Your instructions:
Your answer is a copy of every line in the records where "from" appears.

Excerpted records:
Content starts
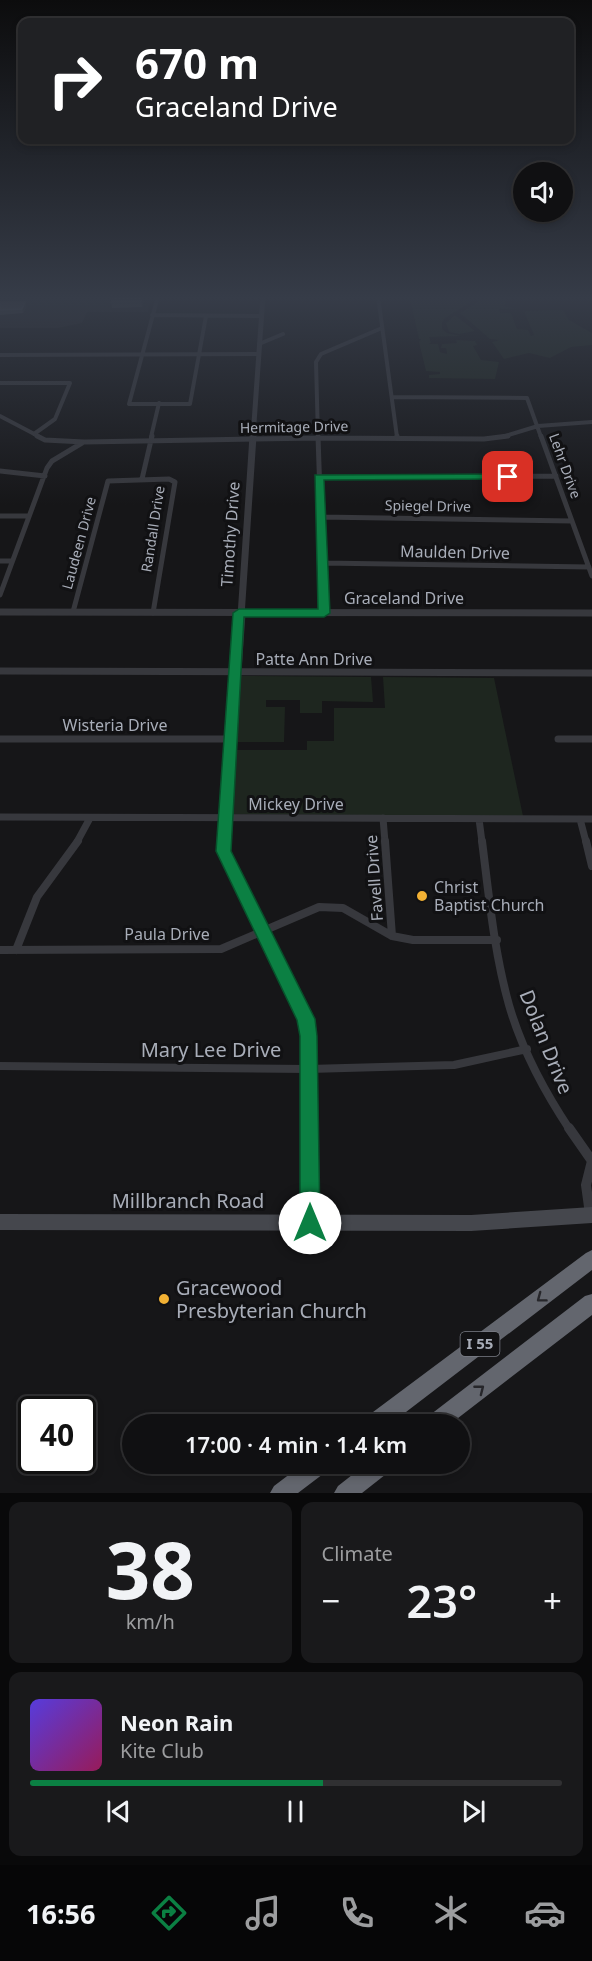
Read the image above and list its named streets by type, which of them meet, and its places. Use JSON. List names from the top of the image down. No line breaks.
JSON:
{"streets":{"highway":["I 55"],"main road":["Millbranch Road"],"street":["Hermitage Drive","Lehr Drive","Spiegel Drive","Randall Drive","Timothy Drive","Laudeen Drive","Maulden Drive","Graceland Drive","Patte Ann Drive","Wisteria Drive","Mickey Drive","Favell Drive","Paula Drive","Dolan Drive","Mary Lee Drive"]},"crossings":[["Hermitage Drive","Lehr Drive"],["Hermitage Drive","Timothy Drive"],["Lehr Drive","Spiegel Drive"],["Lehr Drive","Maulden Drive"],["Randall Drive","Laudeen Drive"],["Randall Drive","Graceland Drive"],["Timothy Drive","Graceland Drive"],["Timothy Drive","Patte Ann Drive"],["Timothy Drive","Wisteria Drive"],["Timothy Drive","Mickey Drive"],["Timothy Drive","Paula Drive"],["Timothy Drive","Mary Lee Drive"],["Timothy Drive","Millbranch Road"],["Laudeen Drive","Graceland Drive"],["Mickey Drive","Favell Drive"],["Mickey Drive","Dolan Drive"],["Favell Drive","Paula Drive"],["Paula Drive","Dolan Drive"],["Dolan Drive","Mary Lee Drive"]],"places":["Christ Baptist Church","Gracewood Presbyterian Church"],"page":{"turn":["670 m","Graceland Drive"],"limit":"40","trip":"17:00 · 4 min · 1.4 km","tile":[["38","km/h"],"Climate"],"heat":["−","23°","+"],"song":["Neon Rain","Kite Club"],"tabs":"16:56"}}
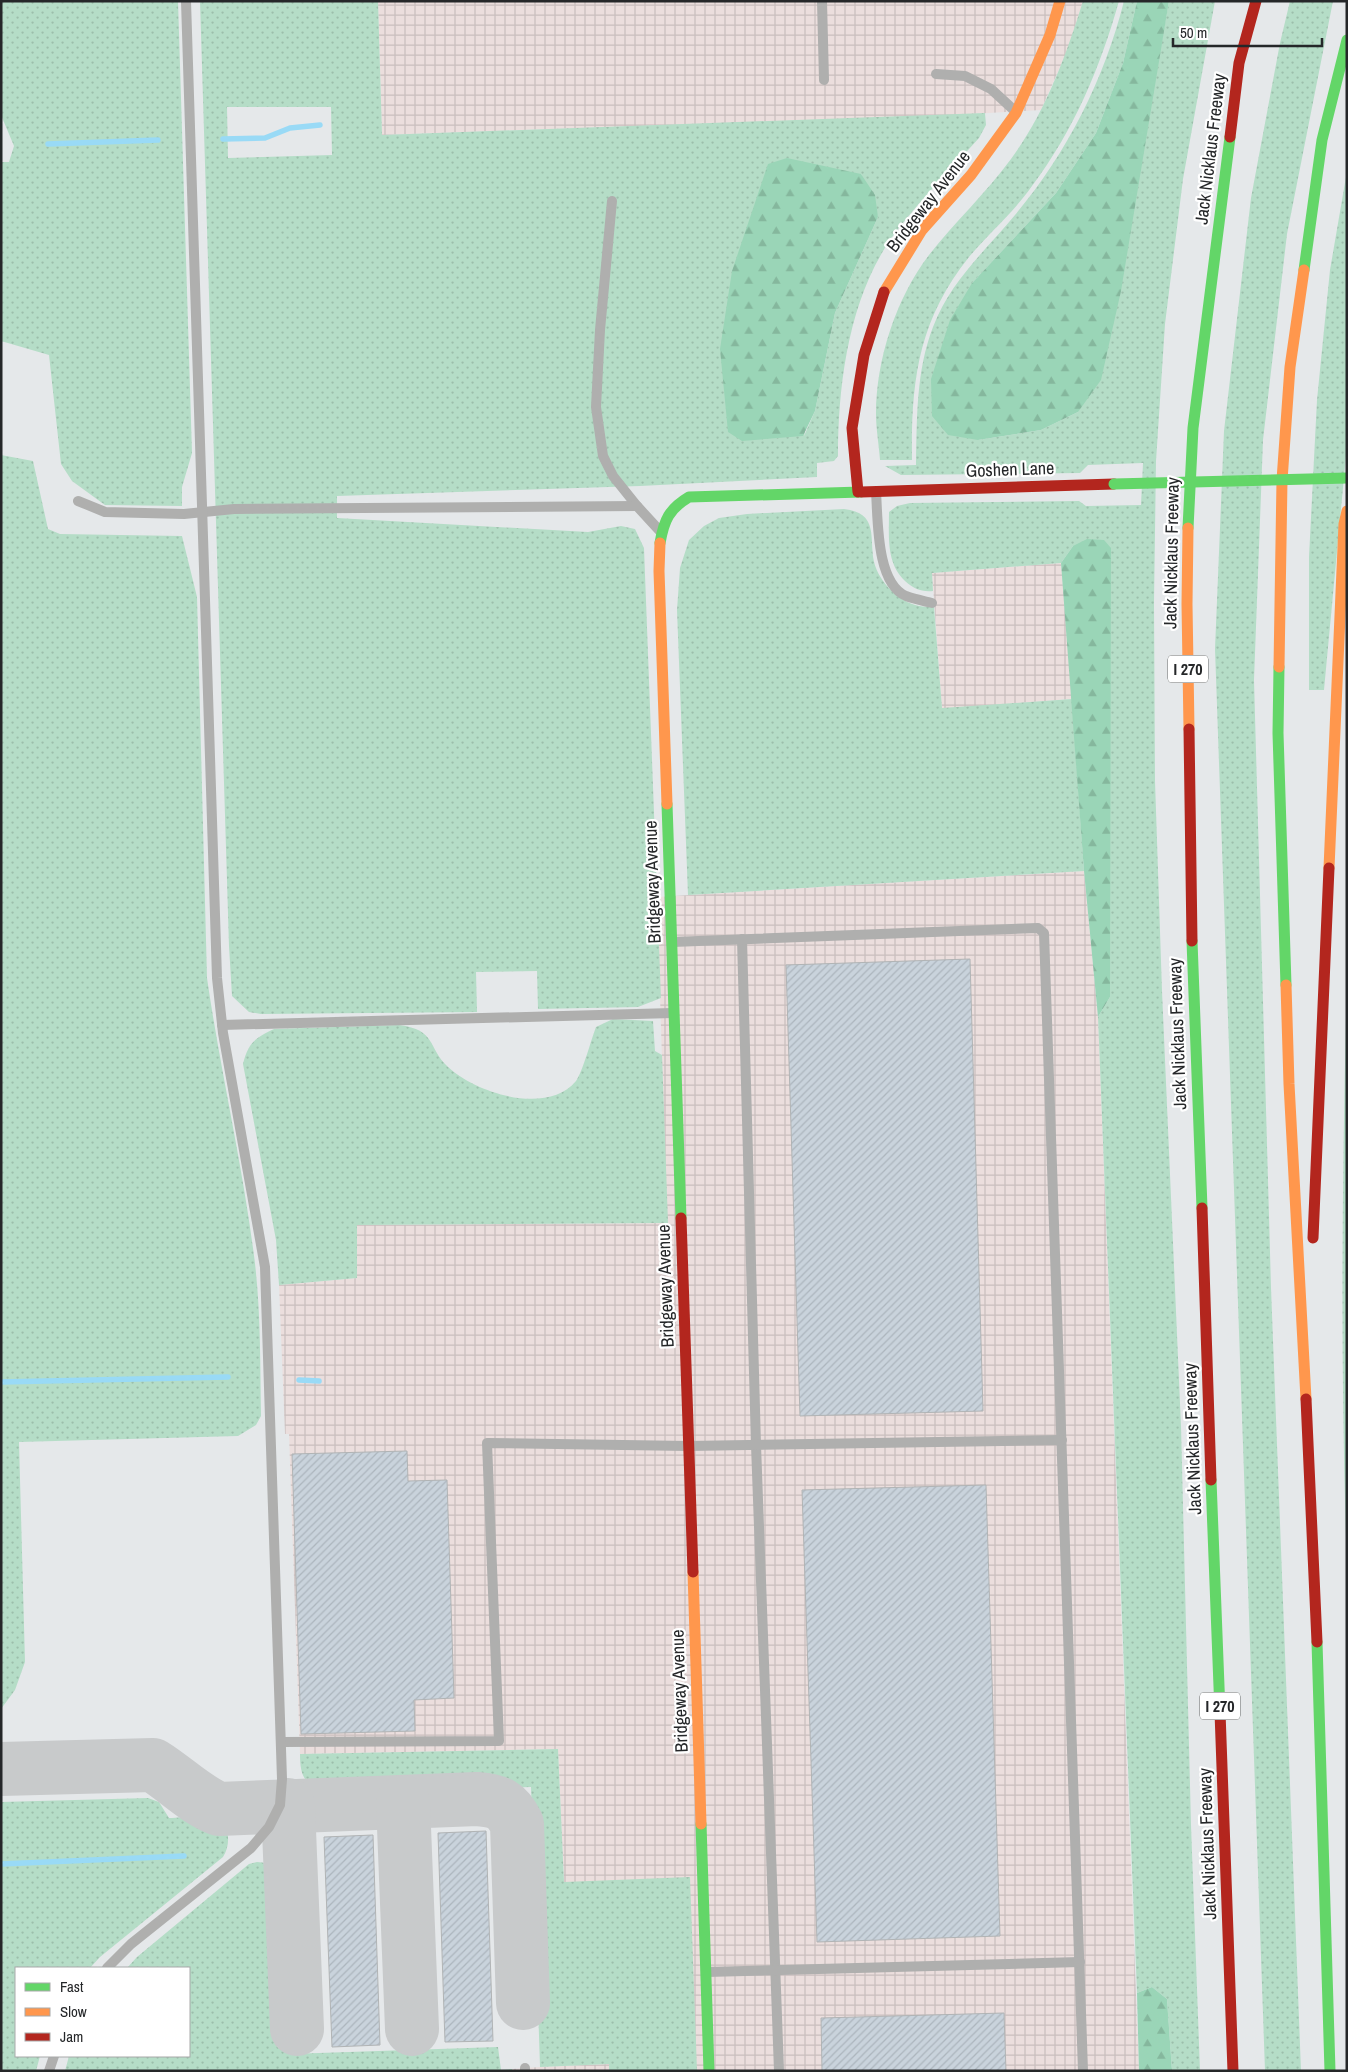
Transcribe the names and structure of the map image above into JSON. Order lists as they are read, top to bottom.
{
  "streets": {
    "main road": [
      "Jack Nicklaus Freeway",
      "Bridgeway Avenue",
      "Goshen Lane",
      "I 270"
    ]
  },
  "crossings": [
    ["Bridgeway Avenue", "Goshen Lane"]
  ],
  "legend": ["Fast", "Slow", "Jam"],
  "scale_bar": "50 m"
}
Content ends
Content starts
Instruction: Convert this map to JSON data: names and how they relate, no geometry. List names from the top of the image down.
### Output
Content ends
Solution to this exercise:
Read the image above and list its named streets by type, which of them meet, and its places. Use JSON. List names from the top of the image down. No line breaks.
Instruction: Convert this map to JSON data: names and how they relate, no geometry. List names from the top of the image down.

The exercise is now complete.